Когда мы прошагали километра три, корабль почти скрылся из виду. Поднявшись на очередной холмик, все, не сговариваясь, обернулись.
Тускло-серый металл сливался с равниной. Лишь слабые радужные отсветы позволяли отличить его.
– Может, вернемся? – предложил Данилов. В голосе была ирония, и я промолчал. Но Данилов не унимался: – Петя, а ты знаешь, что будет самым неожиданным концом нашего путешествия?
– Знаю.
– Если мы никого не встретим. Ничего не найдем. Будем блуждать, пока не съедим всю пищу и не истопчем всю обувь. А после этого вернемся на Землю.
– Я знаю, Саша.
Данилов кивнул. И вдруг коснулся моего плеча:
– Петр, я бы не хотел такого исхода.
– Тогда пошли.
Мы начали спускаться с холма. Последний ориентир исчез, а звезды в этом сумасшедшем небе ничем помочь не могли. Оставалось надеяться на счетчика с его способностями.

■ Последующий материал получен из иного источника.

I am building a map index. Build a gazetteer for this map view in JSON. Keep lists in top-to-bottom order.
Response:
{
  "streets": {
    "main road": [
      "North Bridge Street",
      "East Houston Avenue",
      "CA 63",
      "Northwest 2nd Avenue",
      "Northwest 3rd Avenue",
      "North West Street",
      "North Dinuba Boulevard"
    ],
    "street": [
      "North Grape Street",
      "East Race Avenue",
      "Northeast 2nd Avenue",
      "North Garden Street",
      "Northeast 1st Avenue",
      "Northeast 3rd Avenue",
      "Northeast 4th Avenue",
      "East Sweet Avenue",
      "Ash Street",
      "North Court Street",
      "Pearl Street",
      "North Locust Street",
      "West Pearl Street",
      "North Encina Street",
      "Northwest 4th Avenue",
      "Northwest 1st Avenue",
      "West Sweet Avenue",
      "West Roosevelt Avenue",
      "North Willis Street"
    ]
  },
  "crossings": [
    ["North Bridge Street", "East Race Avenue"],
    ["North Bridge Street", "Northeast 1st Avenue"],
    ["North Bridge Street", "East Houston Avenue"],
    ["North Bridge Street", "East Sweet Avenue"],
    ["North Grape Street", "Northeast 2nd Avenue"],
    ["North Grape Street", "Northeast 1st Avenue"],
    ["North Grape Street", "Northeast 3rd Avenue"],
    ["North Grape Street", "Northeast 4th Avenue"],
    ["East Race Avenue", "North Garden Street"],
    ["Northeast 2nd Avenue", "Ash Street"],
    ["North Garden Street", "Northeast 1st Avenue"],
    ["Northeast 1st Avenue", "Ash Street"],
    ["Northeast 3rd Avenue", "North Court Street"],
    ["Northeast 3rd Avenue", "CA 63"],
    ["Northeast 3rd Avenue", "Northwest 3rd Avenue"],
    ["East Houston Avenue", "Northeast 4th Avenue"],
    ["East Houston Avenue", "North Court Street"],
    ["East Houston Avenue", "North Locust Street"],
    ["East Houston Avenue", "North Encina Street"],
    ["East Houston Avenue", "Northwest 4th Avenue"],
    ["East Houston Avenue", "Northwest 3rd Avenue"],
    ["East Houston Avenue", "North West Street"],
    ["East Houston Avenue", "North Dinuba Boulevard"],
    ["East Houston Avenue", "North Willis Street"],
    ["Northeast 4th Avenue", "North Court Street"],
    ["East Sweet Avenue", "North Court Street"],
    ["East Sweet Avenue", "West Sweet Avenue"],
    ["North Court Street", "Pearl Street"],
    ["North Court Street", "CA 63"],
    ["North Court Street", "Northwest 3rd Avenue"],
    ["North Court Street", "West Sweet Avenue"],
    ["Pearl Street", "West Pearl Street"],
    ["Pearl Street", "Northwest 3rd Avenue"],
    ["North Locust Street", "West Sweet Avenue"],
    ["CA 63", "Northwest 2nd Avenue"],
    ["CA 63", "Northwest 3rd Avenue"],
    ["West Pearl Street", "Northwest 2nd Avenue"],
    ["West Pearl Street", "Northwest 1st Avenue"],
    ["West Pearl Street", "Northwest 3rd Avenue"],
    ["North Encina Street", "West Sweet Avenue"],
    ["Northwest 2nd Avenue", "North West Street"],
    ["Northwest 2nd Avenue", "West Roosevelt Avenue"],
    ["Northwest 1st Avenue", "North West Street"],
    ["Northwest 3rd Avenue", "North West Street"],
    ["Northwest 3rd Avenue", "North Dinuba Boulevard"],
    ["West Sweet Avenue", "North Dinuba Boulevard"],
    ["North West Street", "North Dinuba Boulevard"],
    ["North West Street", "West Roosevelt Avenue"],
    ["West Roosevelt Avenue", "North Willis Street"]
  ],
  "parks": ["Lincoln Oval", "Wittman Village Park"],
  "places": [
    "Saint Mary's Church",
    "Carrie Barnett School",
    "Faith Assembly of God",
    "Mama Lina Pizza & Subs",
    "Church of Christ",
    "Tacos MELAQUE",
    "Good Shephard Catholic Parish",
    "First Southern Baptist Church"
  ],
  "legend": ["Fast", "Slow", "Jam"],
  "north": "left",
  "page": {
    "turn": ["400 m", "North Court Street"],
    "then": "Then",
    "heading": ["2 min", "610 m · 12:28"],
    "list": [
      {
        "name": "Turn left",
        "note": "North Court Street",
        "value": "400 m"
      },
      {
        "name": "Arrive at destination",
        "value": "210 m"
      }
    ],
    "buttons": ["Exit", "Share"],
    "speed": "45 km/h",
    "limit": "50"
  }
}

– По меньшей мере семь… – неожиданно сказал Данилов.
– Что – семь? – не понял я.
– Мы нарушаем семь пунктов устава, просто гуляя по этой планете. Я не говорю о тех мелочах, что предшествовали прогулке.
– И тебя это пугает?
– Нет. Уж скорее забавляет. – Данилов пнул ботинком камень. – А обувь ведь и впрямь долго не выдержит… не по станции порхаем…
– У нас была возможность прибыть сюда во всеоружии, – напомнил я.
Данилов смолчал.
– По крайней мере настоящее оружие нам тут не требуется… пока… – вступилась за него Маша. – Петр…
– Что?
– Ты знаешь геометров куда лучше нас. Что их могло напугать?
Мне хотелось сказать «небо», но ведь и геометры жили под таким же сиянием…
– Не знаю.
– Может быть – именно эта мощь? Бессмысленная, чудовищная. Пустая, но пригодная для жизни планета…
– Нет. – Вот тут я не колебался. – Любая сила, даже многократно превосходящая доступное им, послужила бы только вызовом. Они бы ловчили, искали обходные пути, но никогда не пустились в бегство.
– Тогда – что-то абсолютно чуждое. Непонятное им и оттого пугающее, – без особой уверенности сказала Маша.
– Теплее, – сказал Данилов.
– Правда?
– Я в буквальном смысле, – уточнил он. – Мне кажется, стало теплее. Впрочем, и твое предположение интересно.